Until then, Wasikowska has a few films waiting to be released, including Blackbird, The Devil All the Time (her third time co-starring with Robert Pattinson) and Mia Hansen-Løve’s highly anticipated Bergman Island – or, as I do not say out loud, “Løve Island”. In Hansen-Løve’s ghostly drama, a filmmaking couple embark on a writing retreat to Faro Island, the barely populated landmass where Ingmar Bergman lived and shot several masterpieces. “It’s amazing and eerie,” Wasikowska remarks about the remote area’s infamous aura. “Everywhere looks like one of his movies.
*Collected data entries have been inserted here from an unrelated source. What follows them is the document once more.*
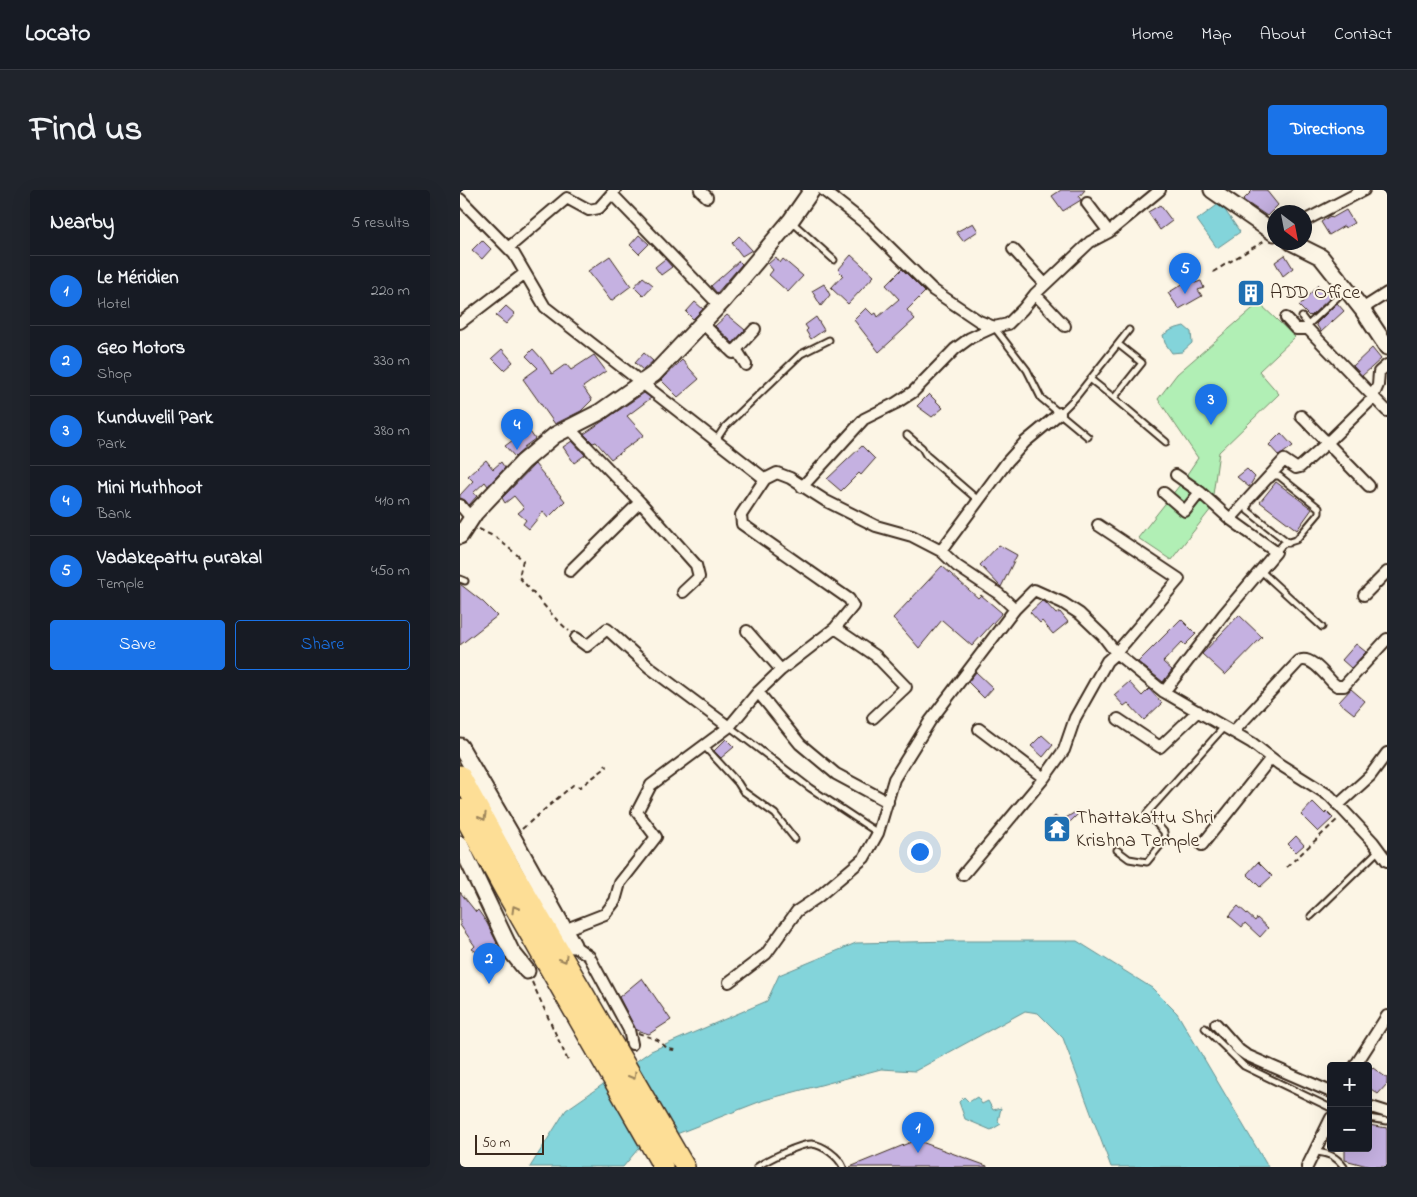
<!DOCTYPE html>
<meta charset="utf-8">
<style>
body{margin:0;font-family:"Indie Flower",sans-serif;background:#20242c;color:#f1f3f6}
.controls{position:absolute;right:15px;bottom:15px;display:grid;overflow:hidden;border-radius:5px;box-shadow:0 5px 20px #0002}
.controls button{width:45px;height:45px;display:grid;place-items:center;padding:0;border:0;border-bottom:1px solid #363941;background:#171b24;color:#f1f3f6;font:25px sans-serif}
.compass{position:absolute;left:807px;top:15px;width:45px;height:45px;border-radius:50%;background:#171b24;box-shadow:0 5px 20px #0002;rotate:148deg}
.scale{position:absolute;left:15px;bottom:12px;width:69px;box-sizing:border-box;padding-left:5px;border:2px solid #3b2a1e;border-top:0;font-size:14px;line-height:18px;white-space:nowrap;color:#3b2a1e;-webkit-text-stroke:4px #fcf5e5;paint-order:stroke}
.you{position:absolute;left:459px;top:661px;width:18px;height:18px;margin:-12px;border:4px solid #fff;border-radius:50%;background:#1a73e8;box-shadow:0 0 0 8px #1a73e833}
.badge{display:grid;place-items:center;width:32px;height:32px;border-radius:50%;background:#1a73e8;color:#fff;font-size:16px;font-weight:700}
.pin{position:absolute;translate:-50% -41px;filter:drop-shadow(0 1px 2px #0008)}
.pin::after{content:'';position:absolute;top:26px;width:18px;height:15px;background:inherit;clip-path:polygon(0 0,100% 0,50% 100%)}
.list{margin:0;padding:0;list-style:none}
h2{display:flex;justify-content:space-between;align-items:center;height:65px;margin:0;padding:0 20px;font-size:21px}
h2 small{font-size:16px;font-weight:400;color:#9ea1a6}
.list li{display:grid;grid-template-columns:32px 1fr auto;gap:15px;align-items:center;box-sizing:border-box;height:70px;padding:0 20px;border-top:1px solid #363941}
.list b{display:block;font-size:19px;white-space:nowrap}
.list p{margin:0;font-size:16px;white-space:nowrap;color:#9ea1a6}
.list em{font-size:16px;font-style:normal;color:#9ea1a6}
.actions{display:flex;gap:10px;padding:15px 20px}
.actions a{flex:1;padding:11px 0;border:1px solid #1a73e8;border-radius:5px;text-align:center;font-size:18px;color:#1a73e8}
.actions .main{background:#1a73e8;color:#fff}
.map{position:relative;flex:none;width:927px;height:977px;overflow:hidden;border-radius:5px}
header{display:flex;align-items:center;gap:30px;box-sizing:border-box;height:70px;padding:0 25px;background:#171b24;border-bottom:1px solid #363941}
header strong{font-size:24px}
nav{display:flex;gap:28px;margin-inline-start:auto;font-size:18px}
.intro{display:flex;align-items:center;justify-content:space-between;box-sizing:border-box;height:120px;padding:0 30px}
h1{margin:0;font-size:35px}
.button{padding:12px 22px;border-radius:5px;background:#1a73e8;color:#fff;font-size:18px;font-weight:700}
main{display:flex;gap:30px;padding:0 30px}
aside{flex:1;background:#171b24;border-radius:5px;box-shadow:0 5px 20px #0002}
.map>svg:first-child{display:block}
.green{fill:#b1efb5;stroke:#768c6a}
.water{fill:#83d4da;stroke:#66908f}
.building{fill:#c5b1e1;stroke:#3b2a1e}
.lines{fill:none;stroke-linecap:round;stroke-linejoin:round}
.lane-casing{stroke:#3b2a1e;stroke-width:9}
.street-casing{stroke:#3b2a1e;stroke-width:14}
.secondary-casing{stroke:#3b2a1e;stroke-width:19}
.highway-casing{stroke:#3b2a1e;stroke-width:22}
.path{stroke:#3b2a1e;stroke-width:2;stroke-dasharray:5 4;stroke-linecap:butt}
.lane{stroke:#fcf5e5;stroke-width:5}
.street{stroke:#fcf5e5;stroke-width:10}
.secondary{stroke:#fcf5e5;stroke-width:15}
.highway{stroke:#fdde96;stroke-width:19}
.oneway{stroke:#9c845a}
.labels{text-anchor:middle;dominant-baseline:central;stroke-width:4;stroke-linejoin:round;paint-order:stroke}
.poi-label{font-size:20px;fill:#3b2a1e;stroke:#fcf5e5;text-anchor:start}
</style>
<header>
<strong>Locato</strong>
<nav><a>Home</a><a>Map</a><a>About</a><a>Contact</a></nav>
</header>
<div class="intro"><h1>Find us</h1><a class="button">Directions</a></div>
<main>
<aside>
<h2>Nearby<small>5 results</small></h2>
<ul class="list">
<li><span class="badge">1</span><div><b>Le Méridien</b><p>Hotel</p></div><em>220 m</em></li>
<li><span class="badge">2</span><div><b>Geo Motors</b><p>Shop</p></div><em>330 m</em></li>
<li><span class="badge">3</span><div><b>Kunduvelil Park</b><p>Park</p></div><em>380 m</em></li>
<li><span class="badge">4</span><div><b>Mini Muthhoot</b><p>Bank</p></div><em>410 m</em></li>
<li><span class="badge">5</span><div><b>Vadakepattu purakal</b><p>Temple</p></div><em>450 m</em></li>
</ul>
<div class="actions"><a class="main">Save</a><a>Share</a></div>
</aside>
<div class="map">
<svg width="927" height="977" viewBox="0 0 927 977">
<rect width="100%" height="100%" fill="#fcf5e5"/>
<filter id="ink" filterUnits="userSpaceOnUse"><feTurbulence type="fractalNoise" baseFrequency=".02" numOctaves="2"/><feDisplacementMap in="SourceGraphic" scale="10" xChannelSelector="R" yChannelSelector="G"/><feConvolveMatrix kernelMatrix="1 2 1 2 8 2 1 2 1" color-interpolation-filters="sRGB"/></filter>
<g filter="url(#ink)">
<path class="green" d="M 799,113 L 835,147 L 799,181 L 819,204 L 759,262 L 751,319 L 711,370 L 678,348 L 719,296 L 738,268 L 698,209 L 717,184 Z"/>
<path class="water" d="M 760,13 L 780,42 L 757,58 L 737,30 Z
M 724,136 L 731,142 L 732,153 L 722,162 L 712,163 L 705,153 L 703,145 L 713,139 Z
M 495,751 L 617,751 L 692,798 L 717,823 L 808,977 L 651,977 L 603,848 L 578,823 L 565,821 L 455,881 L 421,879 L 304,910 L 178,959 L 163,977 L 70,977 L 106,920 L 191,861 L 307,811 L 319,785 L 396,753 Z
M 504,907 L 509,912 L 517,907 L 522,914 L 528,911 L 533,920 L 541,918 L 538,931 L 541,934 L 531,940 L 505,929 L 499,912 Z"/>
<path class="building" d="M 601,0 L 625,0 L 619,7 L 621,10 L 603,21 L 592,6 Z
M 793,0 L 806,0 L 818,15 L 807,26 L 783,10 Z
M 700,15 L 712,31 L 700,40 L 688,22 Z
M 886,20 L 894,33 L 885,38 L 884,36 L 869,45 L 861,32 L 870,26 L 872,28 Z
M 513,33 L 518,41 L 503,51 L 496,42 Z
M 179,45 L 189,54 L 179,64 L 170,55 Z
M 279,46 L 292,60 L 282,66 L 272,53 Z
M 22,50 L 31,59 L 22,69 L 12,60 Z
M 391,65 L 414,86 L 388,114 L 371,98 L 383,85 L 378,80 Z
M 825,65 L 833,78 L 823,86 L 815,72 Z
M 150,66 L 171,96 L 151,111 L 128,81 Z
M 316,67 L 320,73 L 323,69 L 343,86 L 328,102 L 309,85 L 313,80 L 308,74 Z
M 205,69 L 212,77 L 201,85 L 195,77 Z
M 279,71 L 282,74 L 257,103 L 251,96 Z
M 442,79 L 465,102 L 447,120 L 455,129 L 419,162 L 394,130 L 406,118 L 413,125 L 416,123 L 418,127 L 439,109 L 426,95 Z
M 183,87 L 193,95 L 183,106 L 174,97 Z
M 732,88 L 735,93 L 741,91 L 744,98 L 738,100 L 742,106 L 719,119 L 708,103 Z
M 790,90 L 802,108 L 792,115 L 780,97 Z
M 364,94 L 370,105 L 361,116 L 352,101 Z
M 858,95 L 871,107 L 851,126 L 850,125 L 849,126 L 839,116 Z
M 235,112 L 243,119 L 233,129 L 226,122 Z
M 877,113 L 884,121 L 861,142 L 856,134 Z
M 46,116 L 55,124 L 46,134 L 36,126 Z
M 267,125 L 285,140 L 273,153 L 255,136 Z
M 356,127 L 364,140 L 351,149 L 346,141 L 348,139 L 345,135 Z
M 912,158 L 921,169 L 902,186 L 893,176 Z
M 42,159 L 53,172 L 44,180 L 32,168 Z
M 73,159 L 82,169 L 92,184 L 106,174 L 111,180 L 134,165 L 146,181 L 123,197 L 132,210 L 121,221 L 95,234 L 63,189 L 78,178 L 66,166 Z
M 184,163 L 193,171 L 183,180 L 175,173 Z
M 222,170 L 239,189 L 218,207 L 201,190 Z
M 184,203 L 191,208 L 167,226 L 184,245 L 151,269 L 136,252 L 133,253 L 124,244 Z
M 469,204 L 483,218 L 472,227 L 457,216 Z
M 57,223 L 75,249 L 64,257 L 64,259 L 55,267 L 45,256 L 57,247 L 45,232 Z
M 821,243 L 833,256 L 819,266 L 809,255 Z
M 112,251 L 125,265 L 114,273 L 103,257 Z
M 402,256 L 415,269 L 401,285 L 399,283 L 381,301 L 367,289 Z
M 26,270 L 33,279 L 41,272 L 45,278 L 28,296 L 25,292 L 13,303 L 17,306 L 9,315 L 5,310 L 0,308 L 0,305 L 13,291 L 8,286 Z
M 75,274 L 105,311 L 88,328 L 83,322 L 69,339 L 63,334 L 66,330 L 58,323 L 64,318 L 54,306 L 45,313 L 42,308 Z
M 787,279 L 795,287 L 789,297 L 777,287 Z
M 816,292 L 852,319 L 837,340 L 800,312 Z
M 539,355 L 557,365 L 541,397 L 520,375 Z
M 482,376 L 518,408 L 521,405 L 542,423 L 512,456 L 482,430 L 459,458 L 433,428 Z
M 0,394 L 23,412 L 37,426 L 0,455 Z
M 582,411 L 586,413 L 596,424 L 600,422 L 608,432 L 593,444 L 582,431 L 580,433 L 570,422 Z
M 779,425 L 802,447 L 765,485 L 742,464 Z
M 721,429 L 736,444 L 725,455 L 722,452 L 703,472 L 712,480 L 703,492 L 678,472 Z
M 896,454 L 906,462 L 891,478 L 882,470 Z
M 516,482 L 533,498 L 524,508 L 508,492 Z
M 669,492 L 682,506 L 689,499 L 702,513 L 684,530 L 668,513 L 664,516 L 654,505 Z
M 891,499 L 905,511 L 894,524 L 879,512 Z
M 582,545 L 593,555 L 583,567 L 571,556 Z
M 266,549 L 274,557 L 261,568 L 254,561 Z
M 853,612 L 865,624 L 867,622 L 873,628 L 858,642 L 841,625 Z
M 617,621 L 619,623 L 596,646 L 587,633 L 595,626 L 601,631 Z
M 836,646 L 844,655 L 836,662 L 828,654 Z
M 798,672 L 812,686 L 800,697 L 787,684 Z
M 0,702 L 16,722 L 18,720 L 27,733 L 37,753 L 29,761 L 31,764 L 26,768 L 12,759 L 15,756 L 0,735 Z
M 778,716 L 795,731 L 797,728 L 808,738 L 800,747 L 785,733 L 782,737 L 769,726 Z
M 182,788 L 211,830 L 189,844 L 176,840 L 159,807 Z
M 913,878 L 927,888 L 927,894 L 918,904 L 908,897 L 908,883 Z
M 908,935 L 927,938 L 927,977 L 911,977 L 885,970 L 885,958 L 908,958 Z
M 456,950 L 527,976 L 527,977 L 390,977 Z"/>
<g class="lines">
<g class="lane-casing">
<path id="lane" d="M 332,32 L 374,70
M 842,127 L 848,135 L 884,101
M 534,137 L 567,180 L 581,208 L 628,247
M 658,154 L 682,173 L 654,208 L 706,252
M 630,189 L 654,208
M 600,223 L 616,207 L 669,140
M 447,245 L 462,258 L 466,265 L 518,310
M 256,250 L 264,238 L 341,164 L 369,150
M 811,289 L 814,286 L 819,286 L 859,318 L 859,323 L 836,350 L 823,354 L 816,362
M 789,314 L 787,316 L 788,321 L 829,353
M 801,381 L 862,437
M 0,389 L 5,391
M 270,537 L 350,598 L 418,643
M 244,556 L 278,593 L 283,601 L 315,624 L 335,649
M 657,660 L 669,669 L 687,672 L 705,650 L 704,642 L 687,623 L 764,537
M 851,726 L 919,660
M 745,838 L 784,876 L 871,918
M 908,928 L 927,931
M 855,962 C 868,963 876,966 884,977
M 297,977 C 307,970 341,953 352,954 C 363,955 379,967 383,977"/>
</g>
<g class="street-casing">
<path id="street" d="M 240,0 L 247,7
M 363,0 L 406,34 L 473,100 L 519,131 L 534,137
M 152,4 L 259,115
M 0,9 L 54,64 L 85,117 L 305,289 L 281,325 L 282,334 L 389,409 L 393,416 L 375,438 L 321,480 L 298,502 L 269,537 L 191,595 L 177,622 L 196,647 L 160,693 L 155,711 L 145,724 L 104,740
M 627,13 L 649,42
M 844,31 L 904,0
M 48,58 L 107,8 L 129,20 L 139,18 L 155,0
M 553,59 L 585,94
M 575,104 L 605,136
M 902,119 L 927,103
M 826,128 L 836,139 L 848,139 L 927,221
M 0,133 L 65,83
M 242,133 L 273,163 L 295,139
M 276,159 L 286,175
M 841,226 L 909,296
M 109,238 L 180,312 L 236,375 L 239,387 L 223,402
M 716,285 L 740,302 L 770,329
M 305,289 L 317,283 L 330,288 L 366,311 L 416,336 L 452,346 L 481,361 L 497,376 L 539,404 L 555,419 L 574,400 L 603,413 L 620,424 L 643,446 L 656,463 L 704,502 L 792,553 L 819,574 L 870,606 L 913,652 L 927,671
M 342,297 L 404,229 L 436,213 L 453,202 L 495,159 L 510,148 L 534,137 L 548,134 L 563,119 L 575,104 L 630,52 L 649,42 L 700,0
M 704,303 L 725,321 L 740,302
M 0,315 L 11,328
M 481,361 L 547,272 L 565,252 L 600,223
M 110,381 L 180,312
M 904,405 L 927,382
M 375,438 L 416,466 L 446,497 L 413,528
M 287,441 L 321,480
M 116,448 L 127,456 L 147,439 L 190,478 L 269,537
M 298,502 L 340,554 L 376,584 L 428,612
M 704,502 L 763,425 L 816,362 L 770,329 L 824,270 L 836,278 L 840,277 L 867,253 L 912,209 L 918,195 L 919,182 L 927,175
M 658,529 L 700,557 L 738,521
M 519,539 L 584,588
M 773,542 L 839,471 C 851,465 865,485 873,493 L 877,496 L 884,496 L 927,449
M 878,615 L 910,586 L 927,563
M 742,655 L 811,568
M 503,685 L 584,588 L 604,560 L 615,528 L 647,471 L 656,463 L 719,389 L 638,335
M 113,755 L 129,766 L 169,840 L 172,854
M 269,792 L 306,764 L 337,721 L 358,707 L 404,668 L 418,643 L 434,589 L 470,531 L 555,419
M 756,834 L 779,860 L 786,865 L 871,902
M 895,876 L 927,826
M 908,916 L 927,922
M 847,977 L 871,928"/>
</g>
<g class="secondary-casing">
<path id="secondary" d="M 752,0 L 814,43
M 831,52 L 861,67 L 902,119 L 927,157
M 0,346 L 15,323 L 63,272 L 95,245 L 140,222 L 194,184 L 264,110 L 331,30 L 352,0
M 0,556 L 55,651 L 113,755
M 0,654 L 51,761 L 67,781"/>
</g>
<g class="highway-casing">
<path id="highway" d="M 0,585 L 52,680 L 225,977
M 0,619 L 45,701 L 203,977"/>
</g>
<path class="path" d="M 753,82 L 804,51
M 19,339 L 37,348 L 63,370 L 59,387 L 96,429 L 109,441
M 62,639 L 113,595 L 120,597 L 147,577 L 145,574
M 827,677 L 878,629
M 72,792 L 109,873
M 178,843 L 198,850 L 208,859 L 215,860"/>
<use href="#lane" class="lane"/>
<use href="#street" class="street"/>
<use href="#secondary" class="secondary"/>
<use href="#highway" class="highway"/>
</g>
<defs><path id="oneway-chevron" d="M-2-3.5L2.5 0L-2 3.5" fill="none" stroke-width="1.6" stroke-linecap="round" stroke-linejoin="round" transform="scale(1.25)"/></defs>
<g class="oneway">
<use href="#oneway-chevron" transform="translate(23 627) rotate(61)"/>
<use href="#oneway-chevron" transform="translate(55 719) rotate(-120)"/>
<use href="#oneway-chevron" transform="translate(104 769) rotate(60)"/>
<use href="#oneway-chevron" transform="translate(173 886) rotate(60)"/>
</g>
</g>
<defs>
<g id="building-square" transform="scale(1.4375)"><rect x="-9" y="-9" width="18" height="18" rx="4" fill="#1f6fb2" stroke="#fcf5e5"/><path d="M-4-6H4V6H1V3H-1V6H-4ZM-2.5-4.3h1.7v1.8h-1.7ZM.8-4.3h1.7v1.8H.8ZM-2.5-1h1.7V.8h-1.7ZM.8-1h1.7V.8H.8Z" fill="#fff"/></g>
<g id="temple-square" transform="scale(1.4375)"><rect x="-9" y="-9" width="18" height="18" rx="4" fill="#1f6fb2" stroke="#fcf5e5"/><path d="M0-6L5-2H3V0L6.5 2.5H4V6H1.5V3h-3V6H-4V2.5H-6.5L-3 0V-2H-5Z" fill="#fff"/></g>
</defs>
<g fill-rule="evenodd">
<use href="#building-square" x="791" y="103"/>
<use href="#temple-square" x="597" y="639"/>
</g>
<g class="labels">
<g class="poi-label">
<text x="810" y="103">ADD Office</text>
<text x="616" y="628">Thattakattu Shri<tspan x="616" dy="23">Krishna Temple</tspan></text>
</g>
</g>
</svg>
<div class="controls">
<button>+</button>
<button>−</button>
</div>
<svg class="compass" viewBox="-18 -18 36 36"><path d="M0-13l5 13h-10z" fill="#e53935"/><path d="M0 13l5-13h-10z" fill="#9ea1a6"/></svg>
<div class="scale">50 m</div>
<div class="you"></div>
<div class="pin badge" style="left:458px;top:963px">1</div>
<div class="pin badge" style="left:29px;top:794px">2</div>
<div class="pin badge" style="left:751px;top:235px">3</div>
<div class="pin badge" style="left:57px;top:260px">4</div>
<div class="pin badge" style="left:725px;top:104px">5</div>
</div>
</main>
I visited his house!”

Wasikowska is full of compliments for Hansen-Løve (“brilliant, calm and generous”) and her co-star, Vicky Krieps (“just fantastic!”). Not so much for Bergman himself. “He’s got a lot of problems, that man. As much as I love his movies, I don’t like idolising him as a person, because I think he was probably a heinous person to be with. And a lot of that makes me really uncomfortable, because he’s idolised like a god. And a lot of that makes me feel totally icky. But his films are great.”
Towards the end of our conversation, we spend far too long raving about the Bergman references in Marriage Story (like everyone, she would love to work with Noah Baumbach) and she observes that Judy & Punch captures what she describes as a “distinct Australian humour”. Wasikowska then backtracks. “Actually, it doesn’t fit into any particular culture. It’s very ‘Mirrah’ in its humour.”
Which brings me back to the movie’s shocking incident. “I think it’s macabrely really funny,” Foulkes says. “And then that’s followed by the most brutal scene in the whole movie, with the beating.” I did not laugh at the beating, I clarify. “That’s it. It’s about playing with tone. Clearly, I haven’t made a film that’s a pro-domestic violence. The main message of the film is to look to how we relate to violence in popular culture.”
At festivals, Foulkes continues, human politeness means directors tend to receive positive feedback after screenings. But a few detractors have approached her. “There have been people who have been offended by the darker elements,” she admits. “And that’s cool. I struggle with sustained and gratuitous violence in films. I had no idea how violent the film was until people started talking about it to me. You get a little desensitised as a filmmaker. But if you wrap it in comedy, the absurd and satire, you can get away with certain things. I understand it’s not for certain people, but I stand by everything.”
So am I fucked-up for laughing at what Wasikowska deems the “pivotal moment”? “No, I love it when people laugh at that,” Foulkes expresses with glee. “It is a fucked-up scene. But I do believe that one of the purposes of art is to explore things from a different perspective, and I do believe it’s really important to be able to laugh at things, even if they’re really fucked-up.”